#### [Exercise]
Output each record verbatim, with pictures left out.

#### [Data extracts]

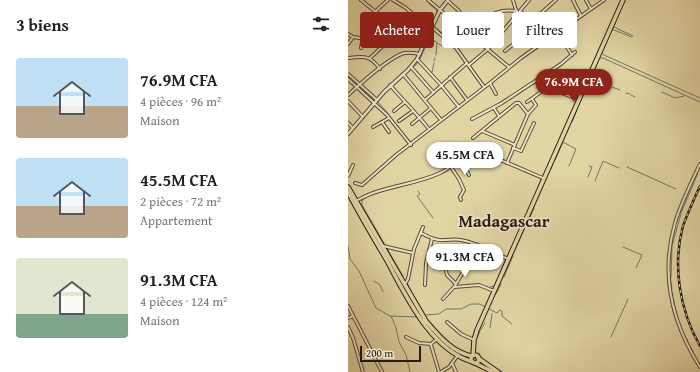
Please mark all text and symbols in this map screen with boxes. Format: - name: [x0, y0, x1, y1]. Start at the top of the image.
- text: 3 biens: [16, 12, 69, 37]
- chip: Acheter: [360, 12, 434, 48]
- chip: Louer: [442, 12, 504, 48]
- chip: Filtres: [512, 12, 577, 48]
- icon: filters: [310, 13, 332, 35]
- text: 76.9M CFA: [140, 67, 218, 92]
- pin: 76.9M CFA: [528, 69, 620, 103]
- text: 76.9M CFA: [544, 72, 604, 91]
- icon: home: [48, 74, 96, 122]
- text: 4 pièces · 96 m²: [140, 92, 221, 111]
- text: Maison: [140, 111, 180, 130]
- pin: 45.5M CFA: [419, 142, 511, 176]
- text: 45.5M CFA: [435, 145, 495, 164]
- text: 45.5M CFA: [140, 167, 218, 192]
- icon: home: [48, 174, 96, 222]
- text: 2 pièces · 72 m²: [140, 192, 221, 211]
- district label: Madagascar: [458, 208, 550, 233]
- text: Appartement: [140, 211, 213, 230]
- pin: 91.3M CFA: [419, 244, 511, 278]
- text: 91.3M CFA: [435, 247, 495, 266]
- text: 91.3M CFA: [140, 267, 218, 292]
- icon: home: [48, 274, 96, 322]
- text: 4 pièces · 124 m²: [140, 292, 227, 311]
- text: Maison: [140, 311, 180, 330]
- scale bar: [360, 344, 421, 363]
- text: 200 m: [366, 345, 393, 361]

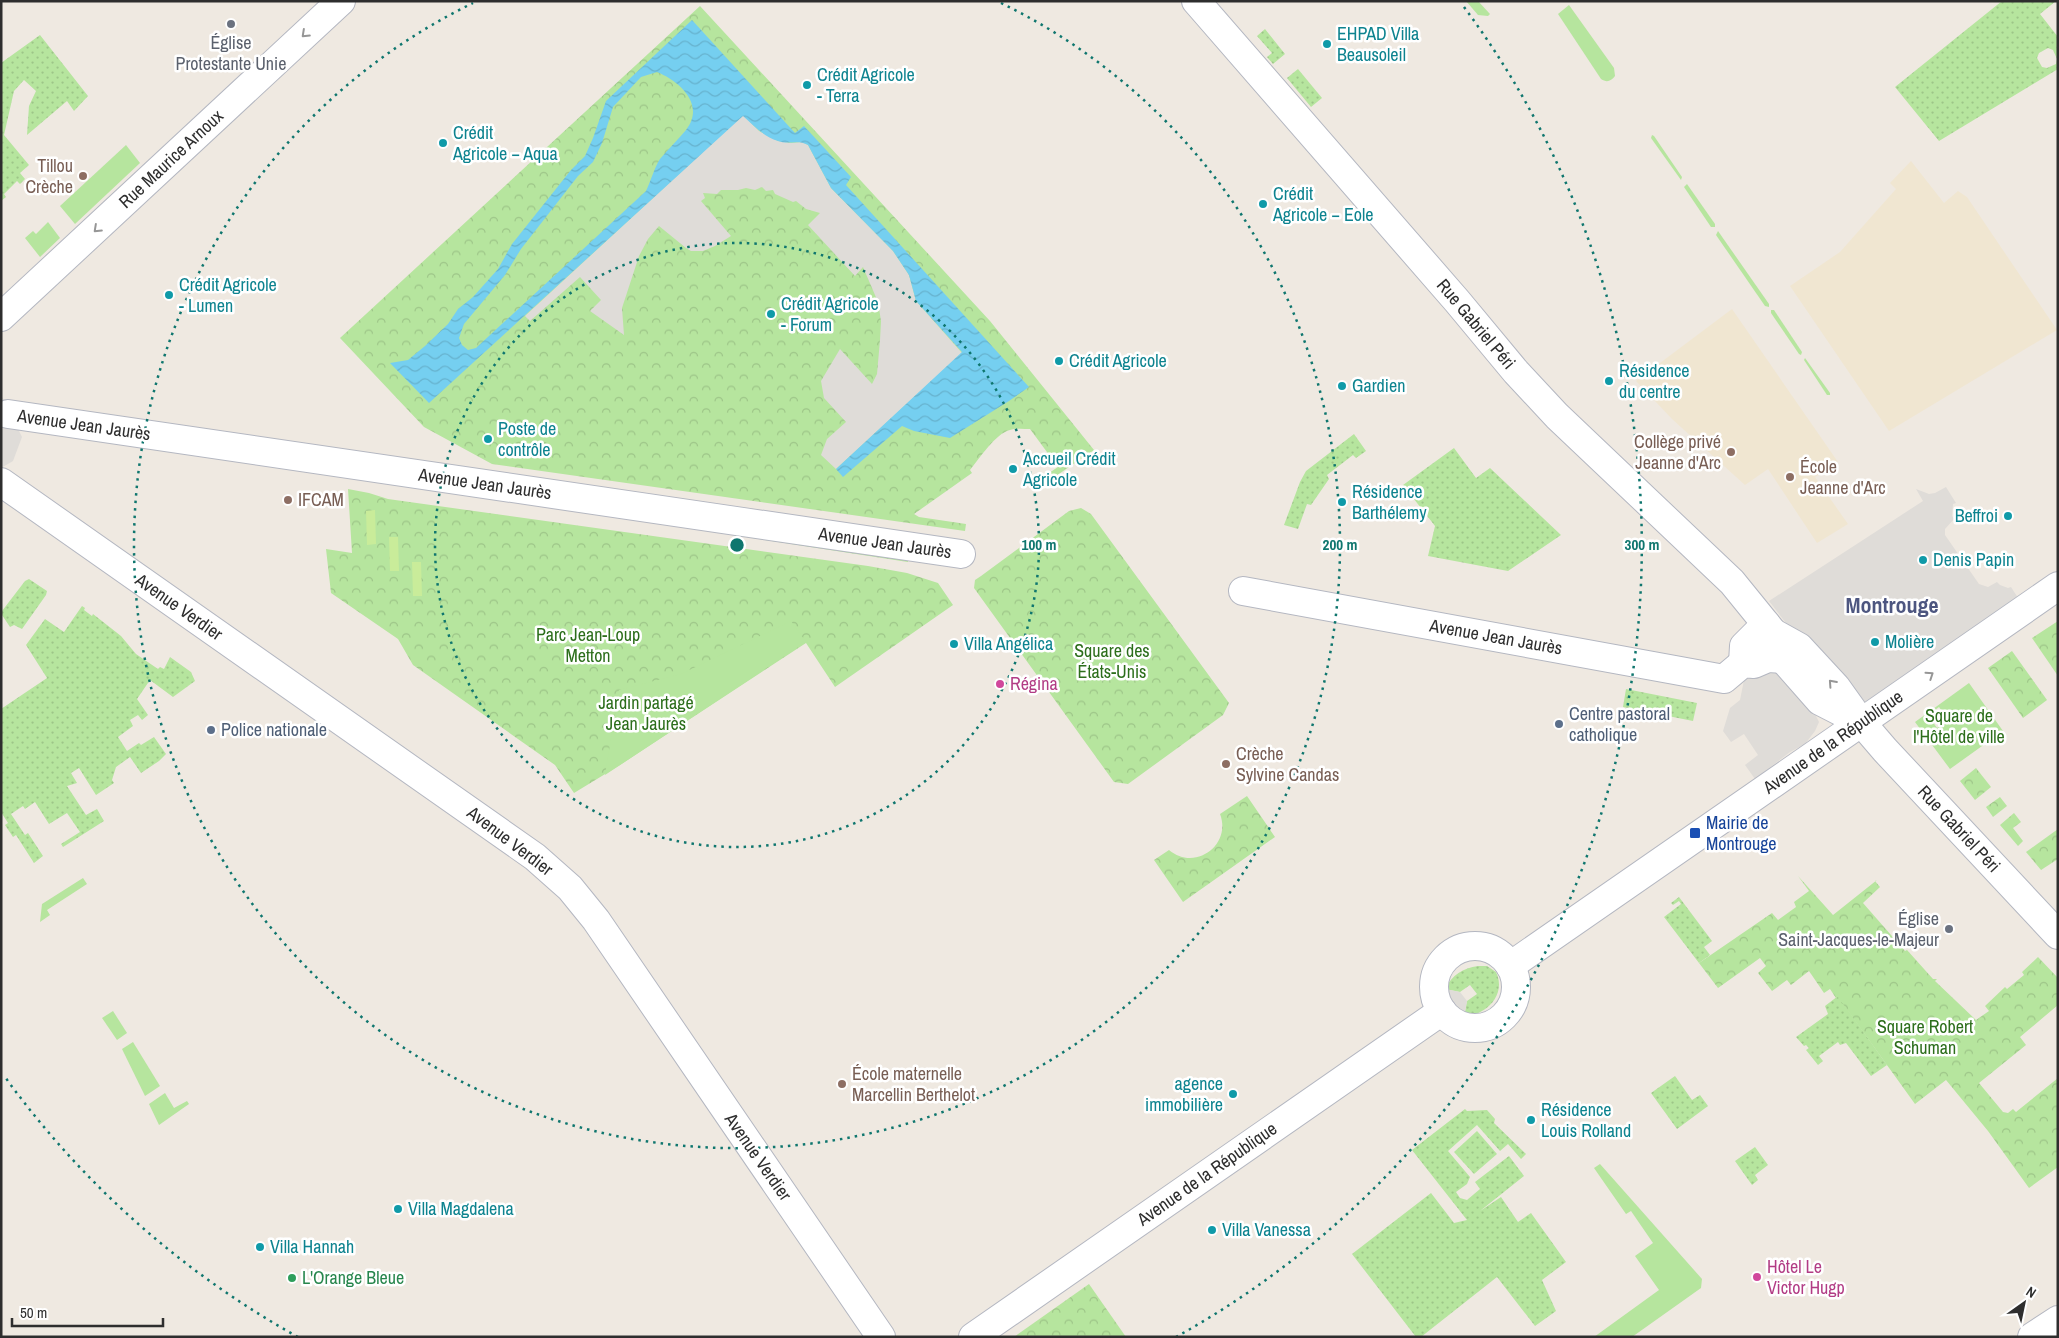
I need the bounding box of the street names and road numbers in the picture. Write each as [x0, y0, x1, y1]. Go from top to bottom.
street label: Rue Maurice Arnoux [113, 103, 229, 214]
street label: Rue Gabriel Péri [1431, 273, 1522, 374]
street label: Avenue Jean Jaurès [15, 403, 152, 446]
street label: Avenue Jean Jaurès [416, 462, 553, 505]
street label: Avenue Jean Jaurès [816, 521, 953, 564]
street label: Avenue Verdier [130, 567, 228, 646]
street label: Avenue Jean Jaurès [1427, 612, 1564, 660]
street label: Avenue de la République [1757, 684, 1908, 800]
street label: Rue Gabriel Péri [1912, 780, 2006, 878]
street label: Avenue Verdier [461, 799, 558, 881]
street label: Avenue Verdier [718, 1107, 798, 1206]
street label: Avenue de la République [1131, 1116, 1282, 1232]

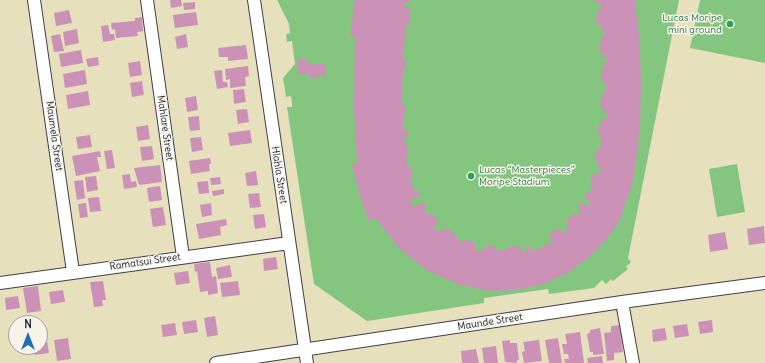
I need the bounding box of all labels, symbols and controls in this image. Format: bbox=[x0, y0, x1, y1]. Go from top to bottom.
place label: Lucas Moripe mini ground bbox=[662, 12, 722, 36]
marker: Lucas Moripe mini ground bbox=[725, 19, 735, 29]
street label: Mahlare Street bbox=[154, 95, 176, 161]
street label: Maumela Street bbox=[43, 100, 65, 172]
street label: Hlahla Street bbox=[269, 145, 289, 205]
place label: Lucas “Masterpieces” Moripe Stadium bbox=[479, 164, 575, 188]
marker: Lucas “Masterpieces” Moripe Stadium bbox=[466, 171, 476, 181]
street label: Ramatsui Street bbox=[109, 251, 181, 273]
street label: Maunde Street bbox=[457, 311, 523, 333]
north arrow bbox=[8, 315, 48, 355]
text: N bbox=[24, 317, 32, 331]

#### [Task answer]
Please mark all text and symbols in this map screen with boxes. Format: - name: [x0, y0, x1, y1]. Start at the top of the image.
- text: 3 biens: [16, 12, 69, 37]
- chip: Acheter: [360, 12, 434, 48]
- chip: Louer: [442, 12, 504, 48]
- chip: Filtres: [512, 12, 577, 48]
- icon: filters: [310, 13, 332, 35]
- text: 76.9M CFA: [140, 67, 218, 92]
- pin: 76.9M CFA: [528, 69, 620, 103]
- text: 76.9M CFA: [544, 72, 604, 91]
- icon: home: [48, 74, 96, 122]
- text: 4 pièces · 96 m²: [140, 92, 221, 111]
- text: Maison: [140, 111, 180, 130]
- pin: 45.5M CFA: [419, 142, 511, 176]
- text: 45.5M CFA: [435, 145, 495, 164]
- text: 45.5M CFA: [140, 167, 218, 192]
- icon: home: [48, 174, 96, 222]
- text: 2 pièces · 72 m²: [140, 192, 221, 211]
- district label: Madagascar: [458, 208, 550, 233]
- text: Appartement: [140, 211, 213, 230]
- pin: 91.3M CFA: [419, 244, 511, 278]
- text: 91.3M CFA: [435, 247, 495, 266]
- text: 91.3M CFA: [140, 267, 218, 292]
- icon: home: [48, 274, 96, 322]
- text: 4 pièces · 124 m²: [140, 292, 227, 311]
- text: Maison: [140, 311, 180, 330]
- scale bar: [360, 344, 421, 363]
- text: 200 m: [366, 345, 393, 361]

I need the bounding box of the street names and road numbers in the picture. Write each as [x0, y0, x1, y1]. Go from top to bottom.
street label: Rue Maurice Arnoux [113, 103, 229, 214]
street label: Rue Gabriel Péri [1431, 273, 1522, 374]
street label: Avenue Jean Jaurès [15, 403, 152, 446]
street label: Avenue Jean Jaurès [416, 462, 553, 505]
street label: Avenue Jean Jaurès [816, 521, 953, 564]
street label: Avenue Verdier [130, 567, 228, 646]
street label: Avenue Jean Jaurès [1427, 612, 1564, 660]
street label: Avenue de la République [1757, 684, 1908, 800]
street label: Rue Gabriel Péri [1912, 780, 2006, 878]
street label: Avenue Verdier [461, 799, 558, 881]
street label: Avenue Verdier [718, 1107, 798, 1206]
street label: Avenue de la République [1131, 1116, 1282, 1232]

I need the bounding box of all labels, symbols and controls in this image. Format: bbox=[x0, y0, x1, y1]. Go from top to bottom.
place label: Lucas Moripe mini ground bbox=[662, 12, 722, 36]
marker: Lucas Moripe mini ground bbox=[725, 19, 735, 29]
street label: Mahlare Street bbox=[154, 95, 176, 161]
street label: Maumela Street bbox=[43, 100, 65, 172]
street label: Hlahla Street bbox=[269, 145, 289, 205]
place label: Lucas “Masterpieces” Moripe Stadium bbox=[479, 164, 575, 188]
marker: Lucas “Masterpieces” Moripe Stadium bbox=[466, 171, 476, 181]
street label: Ramatsui Street bbox=[109, 251, 181, 273]
street label: Maunde Street bbox=[457, 311, 523, 333]
north arrow bbox=[8, 315, 48, 355]
text: N bbox=[24, 317, 32, 331]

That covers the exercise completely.